Disclaimer: All facts gleaned from the filings stated hereafter are only as truthful as the petitioner. The tone of this article expresses a style of writing historically employed by America’s greatest writers and, as such, is for opinion purposes only. No intentional harm is due. Do not read if the topic of divorce (even your own) causes you emotional distress. Continue at your own risk.

The dawn of the new year often brings resolutions, renewal, and fresh starts. But for Rohan Thomare, January 2, 2025, marked not a beginning, but an ending—a formal declaration that his marriage to Varsha Shenoy had reached a point of no return. With papers filed in the Circuit Court of Cook County, Illinois, and backed by his attorney, Simul Jhaveri of Jhaveri Gorajski Law LLC, Rohan sought to dissolve the bonds of matrimony that had held since their wedding day in Oakland, California, on November 7, 2019.

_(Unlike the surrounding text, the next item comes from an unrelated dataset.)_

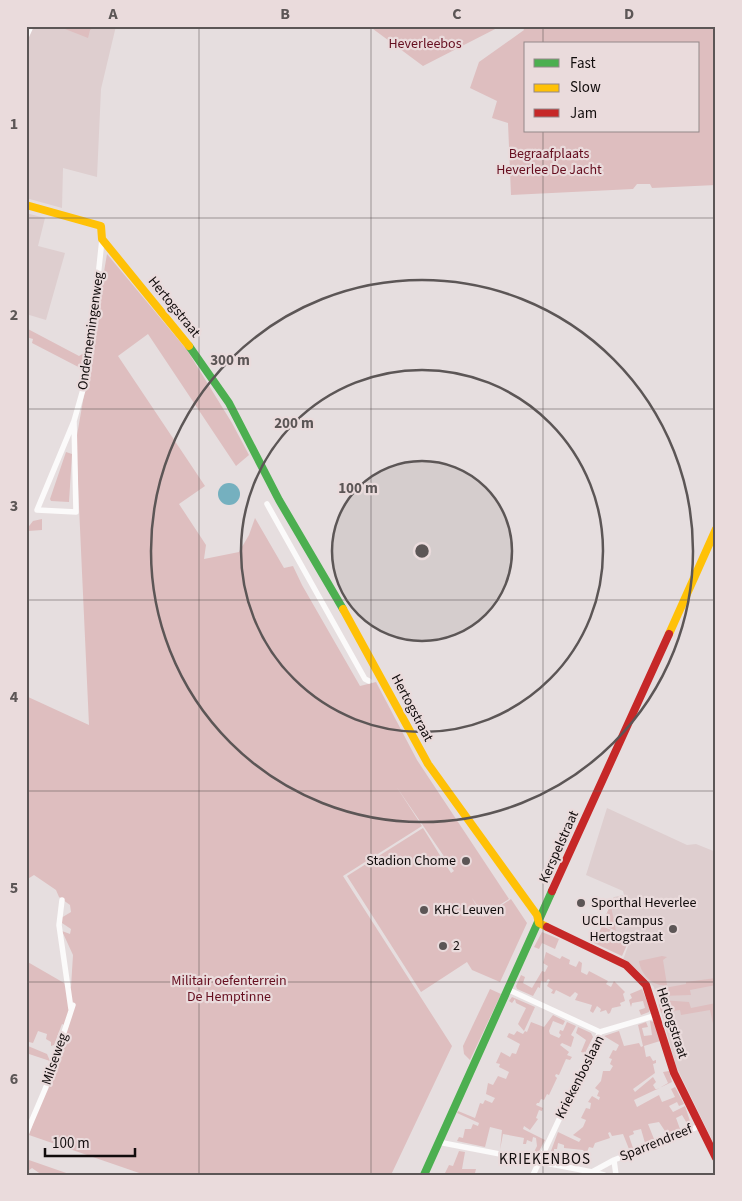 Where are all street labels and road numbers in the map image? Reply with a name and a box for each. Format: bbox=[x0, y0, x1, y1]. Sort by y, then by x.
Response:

The breakdown, as detailed in the petition, was irretrievable. Irreconcilable differences had chipped away at the foundation of their relationship, leaving only the framework of a once-shared life that now stood empty. There would be no fight over children—there were none. There would be no drawn-out dispute over spousal support—their prenuptial agreement, signed in 2019, had ensured that. The agreement, Rohan argued, should stand as written: no maintenance, no financial entanglements, just a clean split.

But dissolving a marriage is never as simple as signing on the dotted line. Assets accumulated over five years had to be divided, debts parsed, and final legal threads untangled. Rohan requested that marital property be distributed equitably, his non-marital assets remain his, and each party cover their own legal expenses. The petition carried the weight of finality, a legal punctuation mark on a relationship that had run its course. Now, it was left to the court to untangle what time and circumstance had already unraveled.